Another difference from high school is that there are much fewer races. With this in mind, it's even more vital to find joy in the process.
There is much more to a team than its training, and an overlooked aspect is to "buy into" team values and mottos. "Business as Usual" will always be in my heart, along with some new ones. For Creighton, the big one is "Eyes up." This can mean something different for every person. In every race, you'll hear someone yell "Eyes up!" To us, it means more. It means eyes up on the good things ahead. Whether you had a great race or a poor one, eyes up, tomorrow is another day. Eyes up, it means believing in yourself and your team. Day by day, believe you are becoming the best version of yourself.
As the months went by, the other freshmen and I felt like we belonged on the team. As I saw in high school, every person has a role, each important. After my first season, I started to see my role more clearly. I am nowhere near the front of the pack right now. With work and persistence, I hope that can be my role one day. However, I must do the absolute best with the role I do have. In high school, I went about this with high intensity and wanting things done my way. This was good to some extent but was not always received in the way I intended.

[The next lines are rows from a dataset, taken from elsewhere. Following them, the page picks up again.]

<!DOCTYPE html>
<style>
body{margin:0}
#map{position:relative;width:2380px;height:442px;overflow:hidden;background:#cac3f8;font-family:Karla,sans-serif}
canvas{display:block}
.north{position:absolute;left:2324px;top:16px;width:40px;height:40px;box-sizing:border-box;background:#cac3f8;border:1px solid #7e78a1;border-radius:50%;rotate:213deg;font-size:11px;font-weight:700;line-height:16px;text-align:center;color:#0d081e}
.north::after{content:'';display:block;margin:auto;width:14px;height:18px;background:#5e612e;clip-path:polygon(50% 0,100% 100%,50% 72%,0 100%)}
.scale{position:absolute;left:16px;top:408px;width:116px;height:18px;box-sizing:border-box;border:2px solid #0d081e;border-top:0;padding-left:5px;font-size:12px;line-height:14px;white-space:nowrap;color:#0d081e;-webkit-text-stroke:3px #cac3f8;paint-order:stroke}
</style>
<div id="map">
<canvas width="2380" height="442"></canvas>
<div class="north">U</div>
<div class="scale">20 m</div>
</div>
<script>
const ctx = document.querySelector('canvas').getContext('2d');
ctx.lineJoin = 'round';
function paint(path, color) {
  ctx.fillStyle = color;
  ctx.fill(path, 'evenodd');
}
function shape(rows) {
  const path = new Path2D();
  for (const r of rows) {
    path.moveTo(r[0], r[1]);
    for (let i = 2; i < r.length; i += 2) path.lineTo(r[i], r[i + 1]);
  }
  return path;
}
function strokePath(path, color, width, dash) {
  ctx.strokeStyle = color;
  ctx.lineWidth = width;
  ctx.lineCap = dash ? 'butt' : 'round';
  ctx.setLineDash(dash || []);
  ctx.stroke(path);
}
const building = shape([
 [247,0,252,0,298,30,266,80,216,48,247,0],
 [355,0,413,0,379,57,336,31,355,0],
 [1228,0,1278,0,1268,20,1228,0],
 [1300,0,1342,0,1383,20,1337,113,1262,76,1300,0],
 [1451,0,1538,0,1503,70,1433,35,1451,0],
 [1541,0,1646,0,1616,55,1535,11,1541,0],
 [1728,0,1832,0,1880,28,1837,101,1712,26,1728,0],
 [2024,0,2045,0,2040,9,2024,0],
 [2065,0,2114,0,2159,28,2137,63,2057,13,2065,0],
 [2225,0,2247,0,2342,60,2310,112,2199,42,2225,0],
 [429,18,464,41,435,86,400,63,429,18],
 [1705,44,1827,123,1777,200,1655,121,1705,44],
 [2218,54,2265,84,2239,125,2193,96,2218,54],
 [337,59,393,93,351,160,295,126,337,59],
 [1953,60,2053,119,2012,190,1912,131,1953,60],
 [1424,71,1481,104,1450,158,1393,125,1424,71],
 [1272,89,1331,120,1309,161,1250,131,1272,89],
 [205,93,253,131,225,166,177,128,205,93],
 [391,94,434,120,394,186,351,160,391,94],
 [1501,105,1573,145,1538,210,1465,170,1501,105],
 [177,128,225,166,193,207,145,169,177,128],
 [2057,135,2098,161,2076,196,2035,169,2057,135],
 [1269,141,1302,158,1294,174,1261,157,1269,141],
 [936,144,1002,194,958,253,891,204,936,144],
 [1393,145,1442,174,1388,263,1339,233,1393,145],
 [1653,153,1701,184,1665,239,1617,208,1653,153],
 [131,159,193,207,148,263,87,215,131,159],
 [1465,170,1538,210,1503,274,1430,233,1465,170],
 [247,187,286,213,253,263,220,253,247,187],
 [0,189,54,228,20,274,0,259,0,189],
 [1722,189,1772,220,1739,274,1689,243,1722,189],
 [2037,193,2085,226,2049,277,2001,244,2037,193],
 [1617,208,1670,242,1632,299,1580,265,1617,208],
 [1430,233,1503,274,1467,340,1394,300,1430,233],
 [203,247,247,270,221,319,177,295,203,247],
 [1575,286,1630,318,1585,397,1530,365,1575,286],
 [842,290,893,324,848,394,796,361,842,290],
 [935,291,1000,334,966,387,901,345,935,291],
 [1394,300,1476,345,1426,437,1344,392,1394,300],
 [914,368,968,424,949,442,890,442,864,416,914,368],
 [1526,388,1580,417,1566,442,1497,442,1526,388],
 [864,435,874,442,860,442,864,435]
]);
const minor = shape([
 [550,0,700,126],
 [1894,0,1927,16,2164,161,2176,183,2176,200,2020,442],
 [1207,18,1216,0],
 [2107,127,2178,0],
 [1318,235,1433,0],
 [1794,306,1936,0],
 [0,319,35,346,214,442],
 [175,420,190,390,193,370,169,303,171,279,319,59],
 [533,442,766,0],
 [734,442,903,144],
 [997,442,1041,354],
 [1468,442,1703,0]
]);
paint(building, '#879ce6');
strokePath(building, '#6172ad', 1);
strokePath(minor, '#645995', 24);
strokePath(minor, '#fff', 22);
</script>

With a new role, I still bring that fire, not as hot though. Checking up on my teammates, showing them I care is a far greater motivator than any intense lecture or meeting could ever be. I believe focusing on effort and encouraging others to do the same is the best thing I can do. Every person, including myself, brings something different to the table. Some days are better than others, it's just life. So as long as we can walk away knowing we gave our best effort on that day, that is all we can ask for.
A new motto for the girls team this year is to "call each other up." Rather than calling out someone doing something wrong, we simply remind them that they are capable of more. I was and am a big believer in saying what needs to be said; however just because something is true doesn't mean it's helpful. I can make a bigger difference when my words are true and kind.
As incredible as it is to be on the cross country team, I strongly believe it is important to become well-rounded in college. Just in case things aren't always going your way, as they rarely do, it's nice to have some other friends to turn to.
When our second semester was cut short, all the freshmen and I were sad to go home. This had become our new home, and we couldn't imagine not seeing each other every day. It's ironic because if you would've asked us the first couple weeks if we wanted to go home, I can guarantee we all would've said yes. I am thankful I gave it time and patience because I can't imagine my life without these people.
For anyone planning to run in college or thinking about it at all, I would highly recommend just giving it a try. In doing so, you get a built-in support system and really unique opportunities. It's difficult, especially at first. As time goes by, you'll get the hang of it and start to realize you're actually having lots of fun like everyone said they were. Take it day by day, find your role and give it your best, and lastly remember to keep your eyes up.